ASSIGNED TASK - From the entries, return every line where the string "image" shows up.

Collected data
________

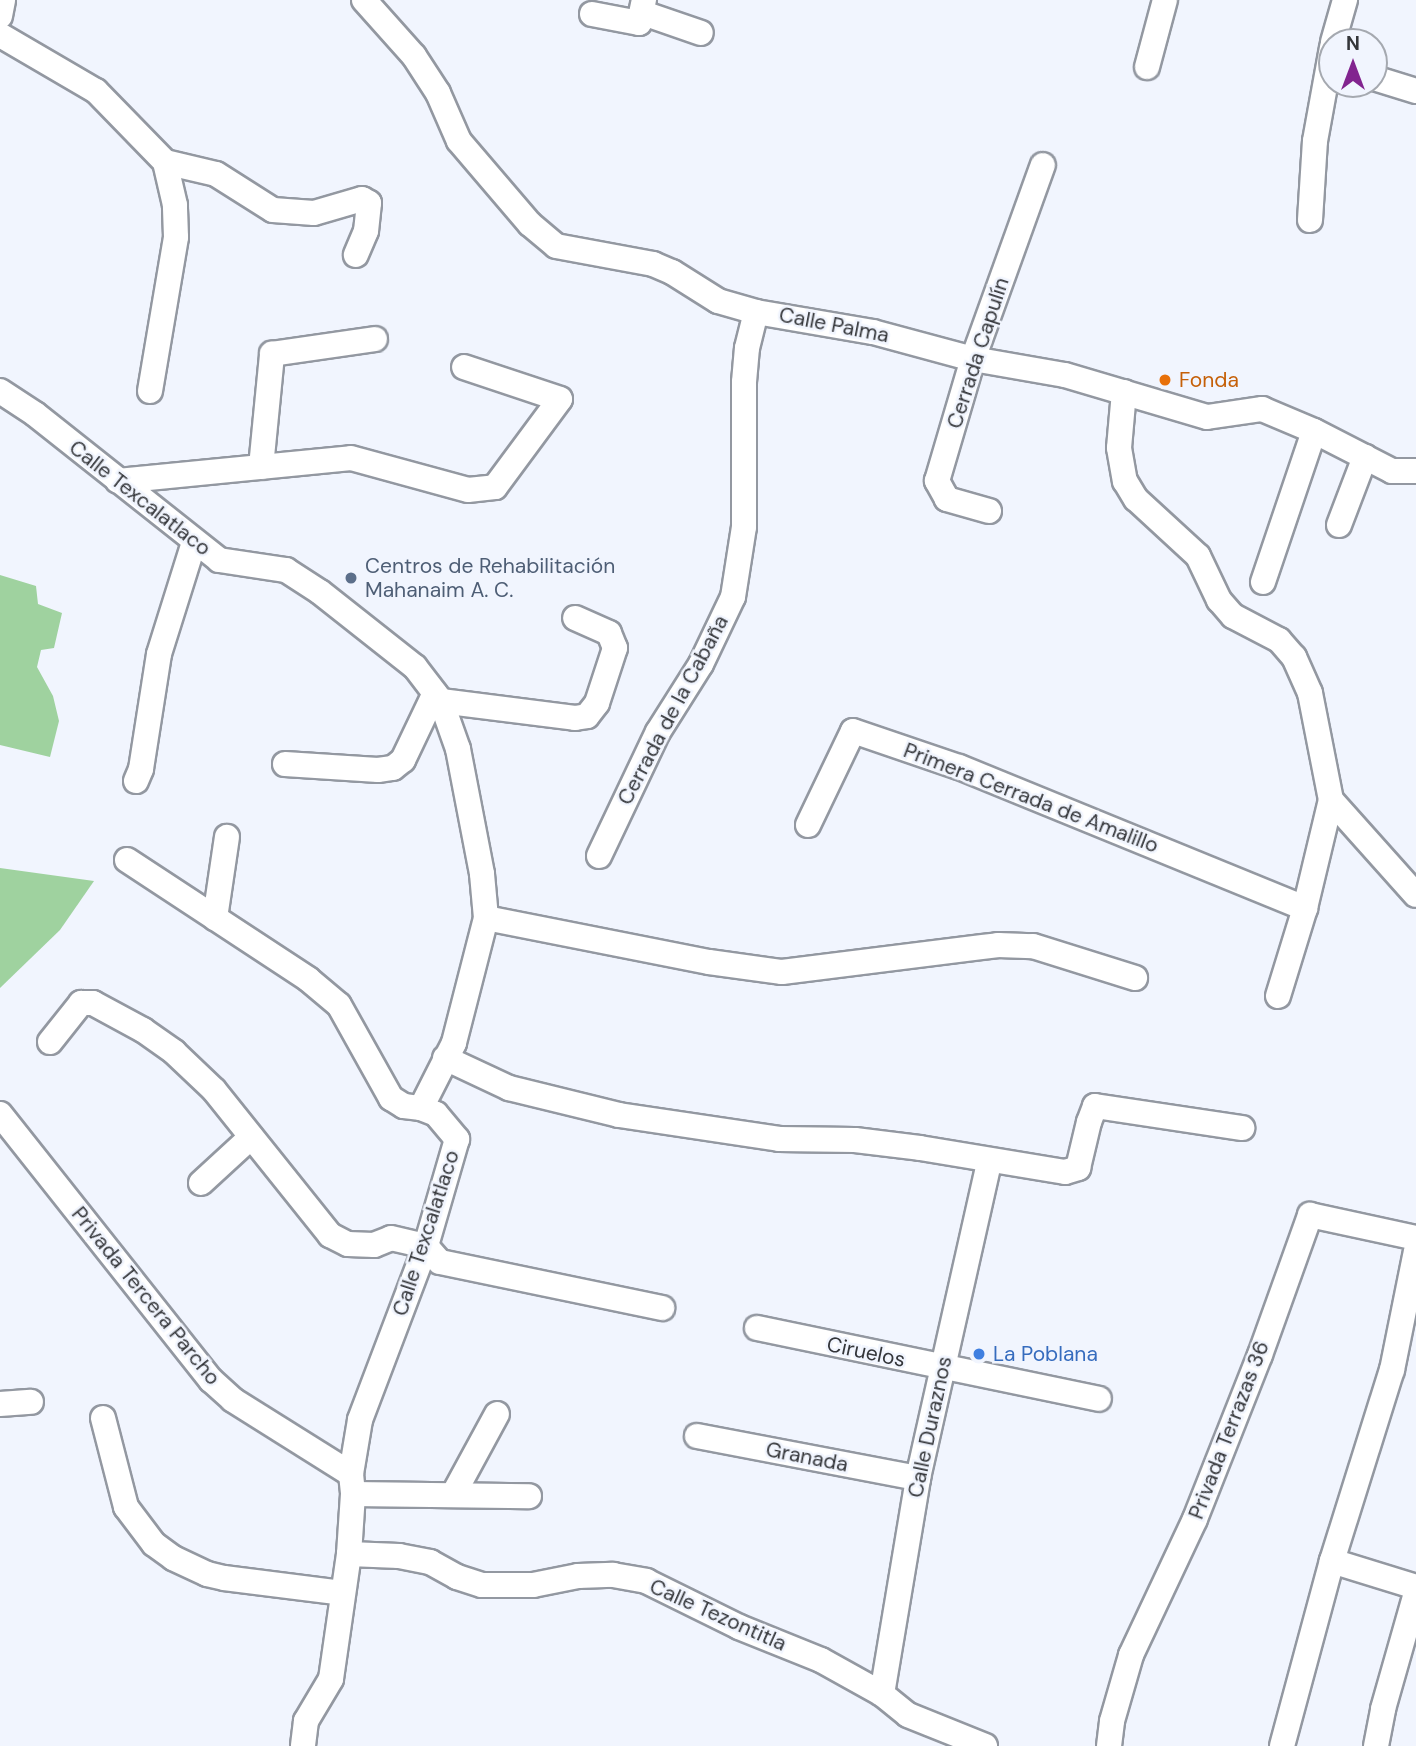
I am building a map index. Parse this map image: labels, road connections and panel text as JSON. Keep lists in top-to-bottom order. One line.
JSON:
{"streets":{"street":["Calle Palma","Cerrada Capulín","Calle Texcalatlaco","Cerrada de la Cabaña","Primera Cerrada de Amalillo","Privada Tercera Parcho","Ciruelos","Calle Duraznos","Privada Terrazas 36","Granada","Calle Tezontitla"]},"crossings":[["Calle Palma","Cerrada Capulín"],["Calle Palma","Cerrada de la Cabaña"],["Calle Texcalatlaco","Privada Tercera Parcho"],["Calle Texcalatlaco","Calle Tezontitla"],["Ciruelos","Calle Duraznos"],["Calle Duraznos","Granada"],["Calle Duraznos","Calle Tezontitla"]],"places":["Fonda","Centros de Rehabilitación Mahanaim A. C.","La Poblana"],"north":"top"}
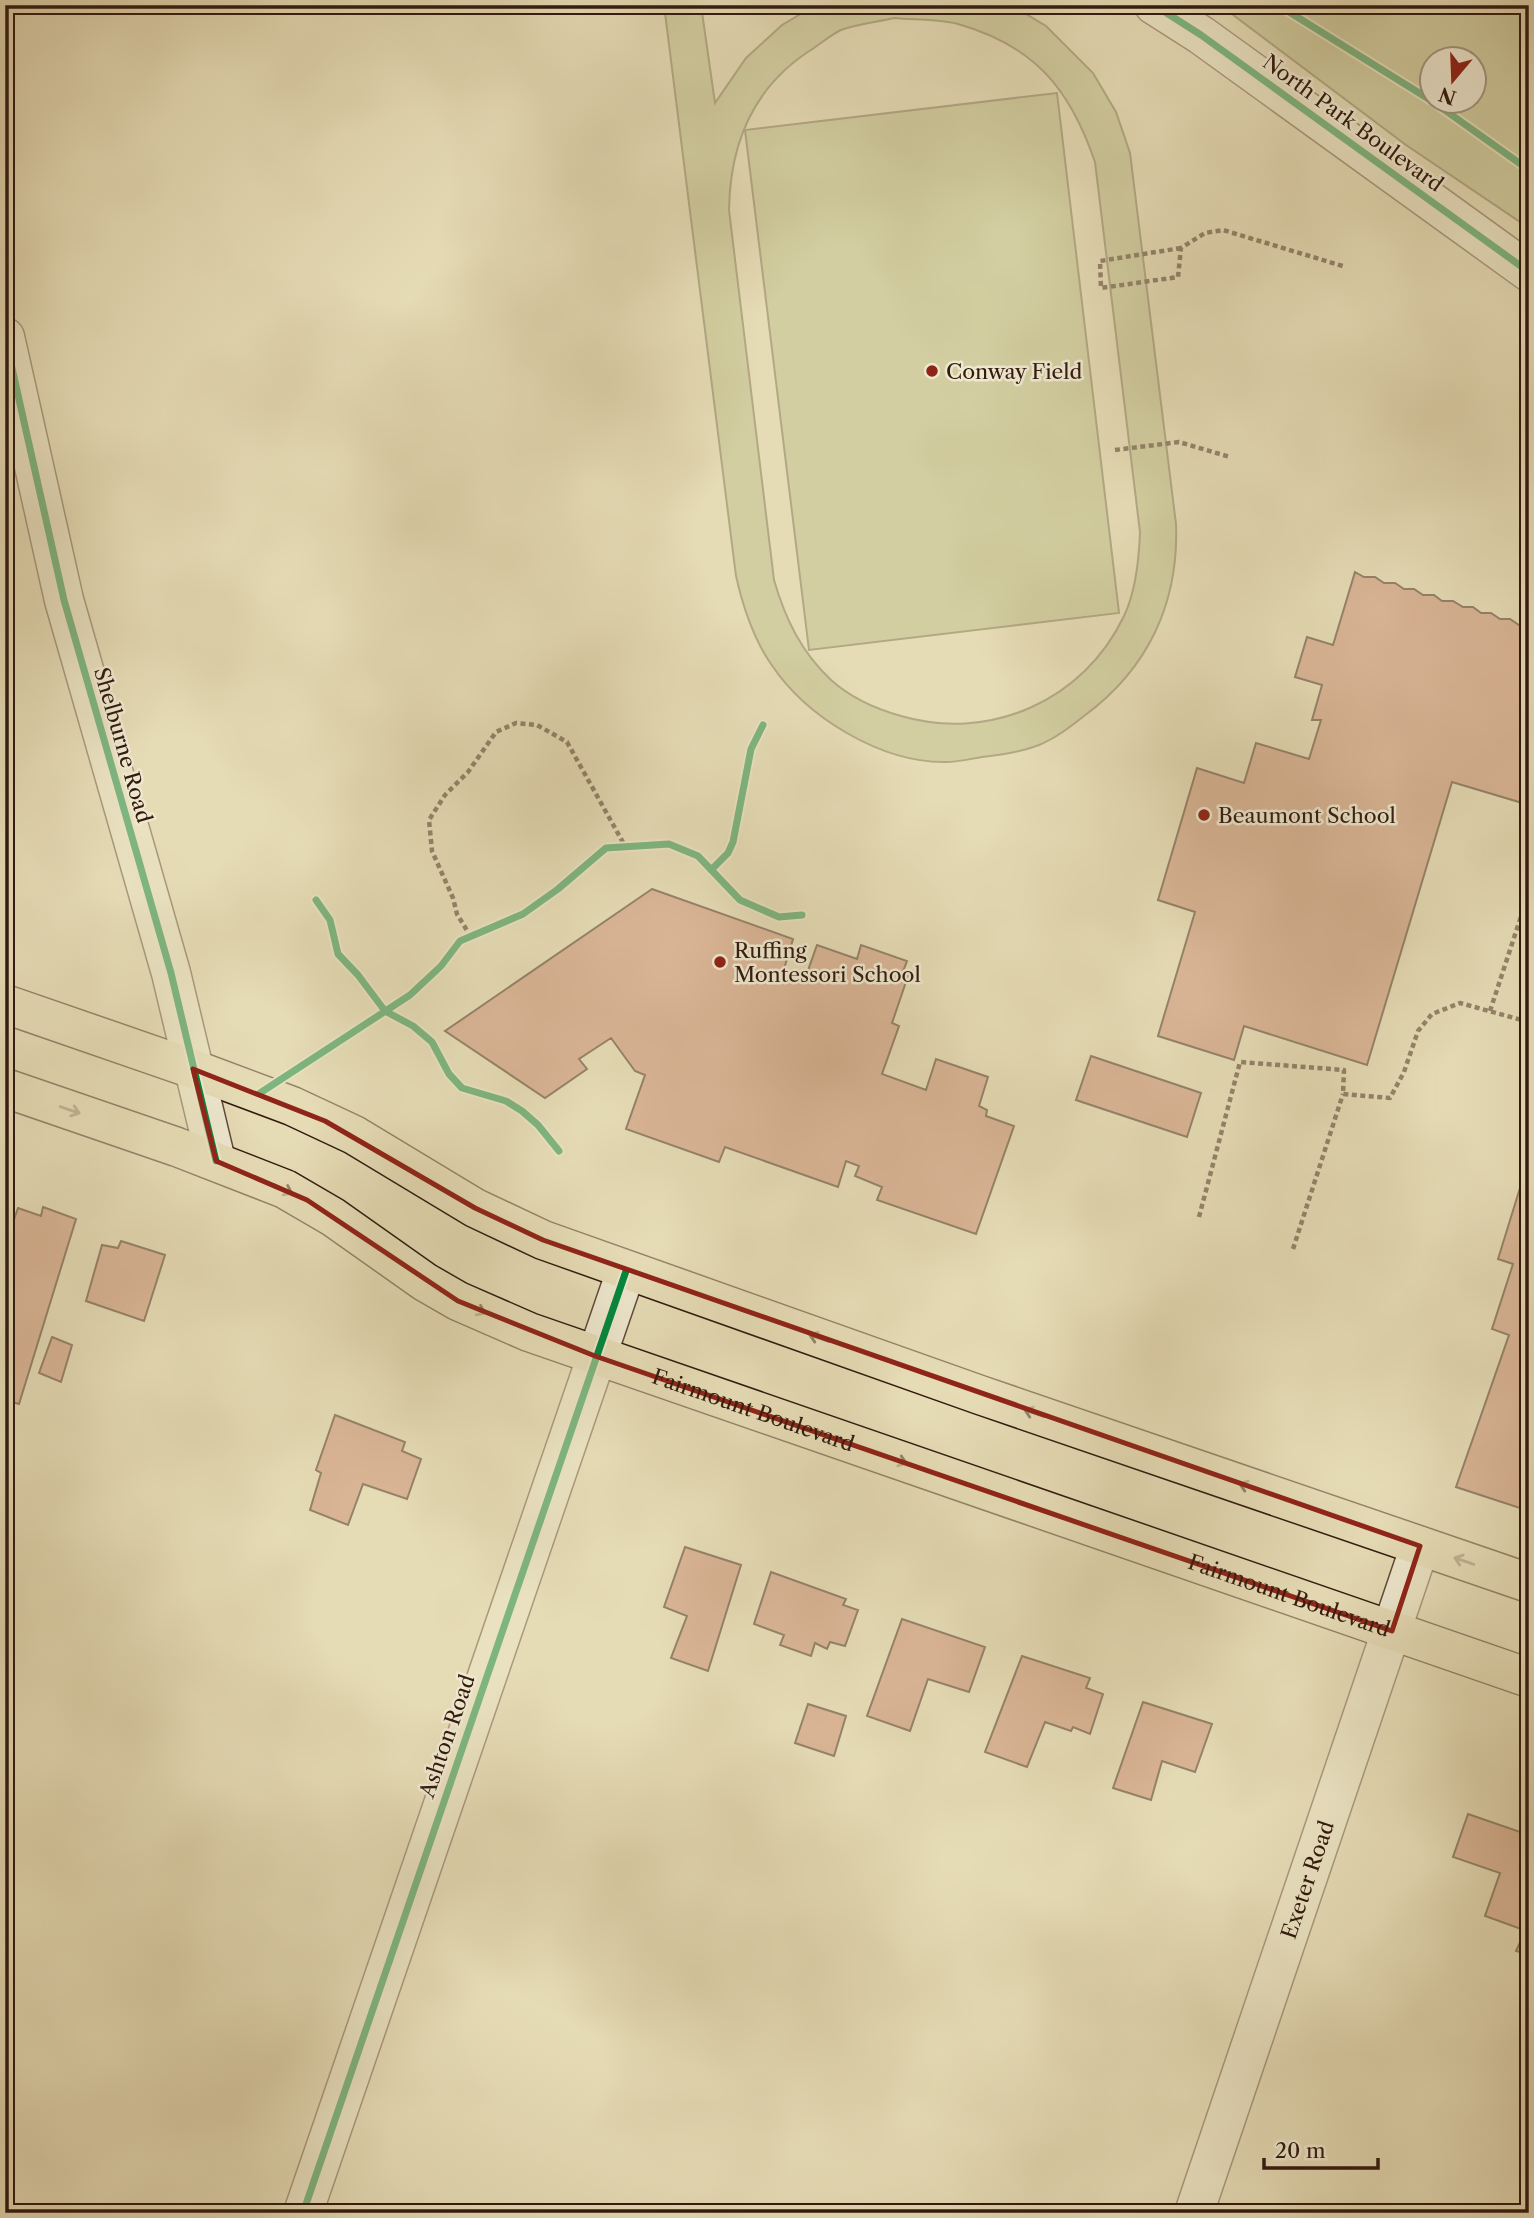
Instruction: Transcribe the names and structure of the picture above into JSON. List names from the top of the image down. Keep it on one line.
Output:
{"streets":{"main road":["Fairmount Boulevard"],"street":["North Park Boulevard","Shelburne Road","Ashton Road","Exeter Road"]},"crossings":[["Shelburne Road","Fairmount Boulevard"],["Fairmount Boulevard","Ashton Road"],["Fairmount Boulevard","Exeter Road"]],"places":["Conway Field","Beaumont School","Ruffing Montessori School"],"scale_bar":"20 m","north":"bottom"}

________

RESPONSE -
I am building a map index. Parse this map image: labels, road connections and panel text as JSON. Keep lists in top-to-bottom order. One line.
Instruction: Transcribe the names and structure of the picture above into JSON. List names from the top of the image down. Keep it on one line.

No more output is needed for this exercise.